Question

A rock is dropped from the top of a vertical cliff and takes 3.00 s to reach the ground below the cliff. A second rock is thrown vertically from the cliff, and it takes this rock 2.00 s to reach the ground below the cliff from the time it is released.
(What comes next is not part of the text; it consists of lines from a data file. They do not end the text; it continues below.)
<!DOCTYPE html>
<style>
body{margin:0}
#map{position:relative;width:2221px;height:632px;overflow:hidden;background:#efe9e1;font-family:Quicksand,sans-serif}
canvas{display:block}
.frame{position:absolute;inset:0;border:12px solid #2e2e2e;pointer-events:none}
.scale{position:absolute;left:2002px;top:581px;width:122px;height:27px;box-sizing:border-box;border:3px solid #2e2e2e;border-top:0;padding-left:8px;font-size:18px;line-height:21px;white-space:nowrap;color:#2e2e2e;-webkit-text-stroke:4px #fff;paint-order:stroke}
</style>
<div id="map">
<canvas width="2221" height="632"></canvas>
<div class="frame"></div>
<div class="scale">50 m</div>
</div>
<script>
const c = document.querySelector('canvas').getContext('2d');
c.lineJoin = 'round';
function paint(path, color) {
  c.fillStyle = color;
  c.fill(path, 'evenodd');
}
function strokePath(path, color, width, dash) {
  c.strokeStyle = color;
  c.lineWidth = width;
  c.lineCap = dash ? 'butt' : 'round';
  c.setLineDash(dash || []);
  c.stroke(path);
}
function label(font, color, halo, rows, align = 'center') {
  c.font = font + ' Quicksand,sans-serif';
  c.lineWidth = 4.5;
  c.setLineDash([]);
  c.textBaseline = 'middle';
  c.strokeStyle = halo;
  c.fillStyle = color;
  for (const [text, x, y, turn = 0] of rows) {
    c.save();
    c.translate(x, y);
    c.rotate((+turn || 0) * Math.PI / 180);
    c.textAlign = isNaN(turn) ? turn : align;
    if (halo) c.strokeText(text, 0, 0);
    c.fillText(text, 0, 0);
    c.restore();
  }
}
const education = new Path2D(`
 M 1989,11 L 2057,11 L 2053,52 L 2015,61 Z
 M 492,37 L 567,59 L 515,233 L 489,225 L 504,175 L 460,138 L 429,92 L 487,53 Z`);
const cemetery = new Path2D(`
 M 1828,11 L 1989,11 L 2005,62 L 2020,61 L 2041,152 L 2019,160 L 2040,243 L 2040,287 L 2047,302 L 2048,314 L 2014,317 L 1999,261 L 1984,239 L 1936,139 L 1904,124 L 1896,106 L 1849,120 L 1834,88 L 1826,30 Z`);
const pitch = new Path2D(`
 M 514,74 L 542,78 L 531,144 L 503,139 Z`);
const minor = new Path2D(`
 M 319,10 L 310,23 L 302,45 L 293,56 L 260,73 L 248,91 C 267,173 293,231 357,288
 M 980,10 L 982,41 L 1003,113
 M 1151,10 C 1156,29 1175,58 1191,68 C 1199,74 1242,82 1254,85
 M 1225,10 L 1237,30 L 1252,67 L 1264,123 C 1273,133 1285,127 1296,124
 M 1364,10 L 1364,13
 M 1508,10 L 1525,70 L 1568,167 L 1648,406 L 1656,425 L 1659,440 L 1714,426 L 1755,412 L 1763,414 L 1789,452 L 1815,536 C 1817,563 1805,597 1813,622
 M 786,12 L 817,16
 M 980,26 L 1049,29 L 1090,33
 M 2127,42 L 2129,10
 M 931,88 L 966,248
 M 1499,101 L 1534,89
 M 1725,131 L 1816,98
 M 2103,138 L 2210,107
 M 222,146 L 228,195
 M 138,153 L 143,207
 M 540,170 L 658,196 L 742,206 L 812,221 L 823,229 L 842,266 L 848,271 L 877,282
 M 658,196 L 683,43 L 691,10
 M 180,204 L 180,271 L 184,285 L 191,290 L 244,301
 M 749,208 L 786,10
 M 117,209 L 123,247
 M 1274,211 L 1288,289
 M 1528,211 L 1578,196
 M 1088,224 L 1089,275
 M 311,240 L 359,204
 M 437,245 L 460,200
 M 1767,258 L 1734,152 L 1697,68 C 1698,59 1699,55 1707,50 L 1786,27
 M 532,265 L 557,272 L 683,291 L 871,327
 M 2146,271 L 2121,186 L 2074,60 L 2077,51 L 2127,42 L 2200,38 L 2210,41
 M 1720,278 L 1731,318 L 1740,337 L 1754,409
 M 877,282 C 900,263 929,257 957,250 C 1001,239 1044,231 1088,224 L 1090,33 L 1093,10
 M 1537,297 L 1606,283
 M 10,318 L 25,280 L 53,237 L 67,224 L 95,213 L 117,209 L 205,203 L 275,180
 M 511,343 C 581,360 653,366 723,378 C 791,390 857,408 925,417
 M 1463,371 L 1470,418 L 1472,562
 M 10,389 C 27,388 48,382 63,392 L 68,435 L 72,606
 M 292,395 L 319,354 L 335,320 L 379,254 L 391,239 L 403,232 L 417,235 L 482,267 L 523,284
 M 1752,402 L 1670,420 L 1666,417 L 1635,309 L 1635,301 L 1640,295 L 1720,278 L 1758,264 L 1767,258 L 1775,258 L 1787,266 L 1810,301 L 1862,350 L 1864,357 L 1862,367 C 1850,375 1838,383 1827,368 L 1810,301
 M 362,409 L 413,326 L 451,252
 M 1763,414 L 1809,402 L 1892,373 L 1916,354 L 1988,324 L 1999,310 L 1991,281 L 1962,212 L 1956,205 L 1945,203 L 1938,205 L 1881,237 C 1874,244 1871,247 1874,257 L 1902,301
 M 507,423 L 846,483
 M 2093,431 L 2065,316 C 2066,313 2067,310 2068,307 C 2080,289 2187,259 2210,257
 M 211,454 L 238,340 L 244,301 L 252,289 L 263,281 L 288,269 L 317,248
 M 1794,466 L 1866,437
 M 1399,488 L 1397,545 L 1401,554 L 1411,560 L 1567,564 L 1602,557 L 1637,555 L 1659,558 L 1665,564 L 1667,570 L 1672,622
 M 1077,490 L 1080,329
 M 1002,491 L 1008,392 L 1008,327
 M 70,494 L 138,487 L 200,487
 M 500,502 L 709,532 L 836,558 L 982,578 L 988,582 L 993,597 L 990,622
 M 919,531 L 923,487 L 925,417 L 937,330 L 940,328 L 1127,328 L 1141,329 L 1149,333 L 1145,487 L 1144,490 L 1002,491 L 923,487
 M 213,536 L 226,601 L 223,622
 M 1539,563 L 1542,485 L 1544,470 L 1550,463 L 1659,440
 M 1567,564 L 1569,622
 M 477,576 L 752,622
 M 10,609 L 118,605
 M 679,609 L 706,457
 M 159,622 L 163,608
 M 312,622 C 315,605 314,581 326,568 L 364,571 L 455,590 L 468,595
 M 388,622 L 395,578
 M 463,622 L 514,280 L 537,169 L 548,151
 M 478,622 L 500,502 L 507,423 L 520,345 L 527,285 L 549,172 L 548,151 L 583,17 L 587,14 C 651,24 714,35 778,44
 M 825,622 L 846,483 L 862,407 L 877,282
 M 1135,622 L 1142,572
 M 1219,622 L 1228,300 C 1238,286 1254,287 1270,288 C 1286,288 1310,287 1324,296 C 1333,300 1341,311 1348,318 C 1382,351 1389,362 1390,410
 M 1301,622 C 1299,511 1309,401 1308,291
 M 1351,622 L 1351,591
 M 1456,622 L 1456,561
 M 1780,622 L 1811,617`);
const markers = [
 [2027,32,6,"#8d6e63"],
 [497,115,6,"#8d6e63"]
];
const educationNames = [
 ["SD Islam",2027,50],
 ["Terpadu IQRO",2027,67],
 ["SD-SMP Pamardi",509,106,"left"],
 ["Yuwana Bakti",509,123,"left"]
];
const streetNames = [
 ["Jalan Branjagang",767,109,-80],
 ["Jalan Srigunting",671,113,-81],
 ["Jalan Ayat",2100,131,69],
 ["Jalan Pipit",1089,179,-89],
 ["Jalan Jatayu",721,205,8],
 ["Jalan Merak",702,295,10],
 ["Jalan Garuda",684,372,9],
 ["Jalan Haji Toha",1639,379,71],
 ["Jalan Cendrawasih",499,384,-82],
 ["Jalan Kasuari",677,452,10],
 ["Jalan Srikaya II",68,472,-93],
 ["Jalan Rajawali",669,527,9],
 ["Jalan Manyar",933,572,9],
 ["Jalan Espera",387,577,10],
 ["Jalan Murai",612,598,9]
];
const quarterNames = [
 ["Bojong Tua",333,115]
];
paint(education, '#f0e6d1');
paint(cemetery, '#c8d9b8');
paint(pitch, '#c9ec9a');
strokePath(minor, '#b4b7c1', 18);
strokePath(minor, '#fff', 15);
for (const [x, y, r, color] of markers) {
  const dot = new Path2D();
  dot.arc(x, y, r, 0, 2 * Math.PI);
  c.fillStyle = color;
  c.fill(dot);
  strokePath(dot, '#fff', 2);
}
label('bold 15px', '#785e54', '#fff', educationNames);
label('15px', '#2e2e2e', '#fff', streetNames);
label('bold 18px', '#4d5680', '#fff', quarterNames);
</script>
With what velocity was the second rock thrown, assuming no air resistance?

A) 12.3 m/s upward
B) 4.76 m/s downward
C) 4.76 m/s upward
D) 12.3 m/s downward
E) 5.51 m/s downward

Answer 1

D) 12.3 m/s downward

Step-by-step explanation:

We use the next free fall equation

`h=v_(0)t+(1)/(2)gt^2`

where
`h` is the height of the cliff,
`v_(0)` the initial velocity,
`g` the acceleration of gravity (
`g=9.81m/s^2`) and
`t` is time.

For the fist rock
`v_(0)=0` since the rock was dropped, and
`t=3s`, so we have:

`h=(0m/s)(3s)+(1)/(2)(9.81m/s^2)(3s)^2`

simplifying

`h=44.145m`

the height of the cliff is 44.145m

Now, about the second rock we know that is the same height and now the time es
`t=2s`, and we need to find
`v_(0)`

From the fist equation

`h=v_(0)t+(1)/(2)gt^2`

we clear for
`v_(0)`

`v_(0)t=h-(1)/(2) gt^2\\v_(0)=(h)/(t) -(1)/(2) gt`

and substitute known values

`v_(0)=(44.145m)/(2s) -(1)/(2) (9.81m/s^2)(2s)`

`v_(0)=22.07m/s -9.81m/s`

`v_(0)=12.26m/s` wich rounds up to
`v_(0)=12.3m/s`

the direction is downward because the rock is thrown so that it falls through the cliff.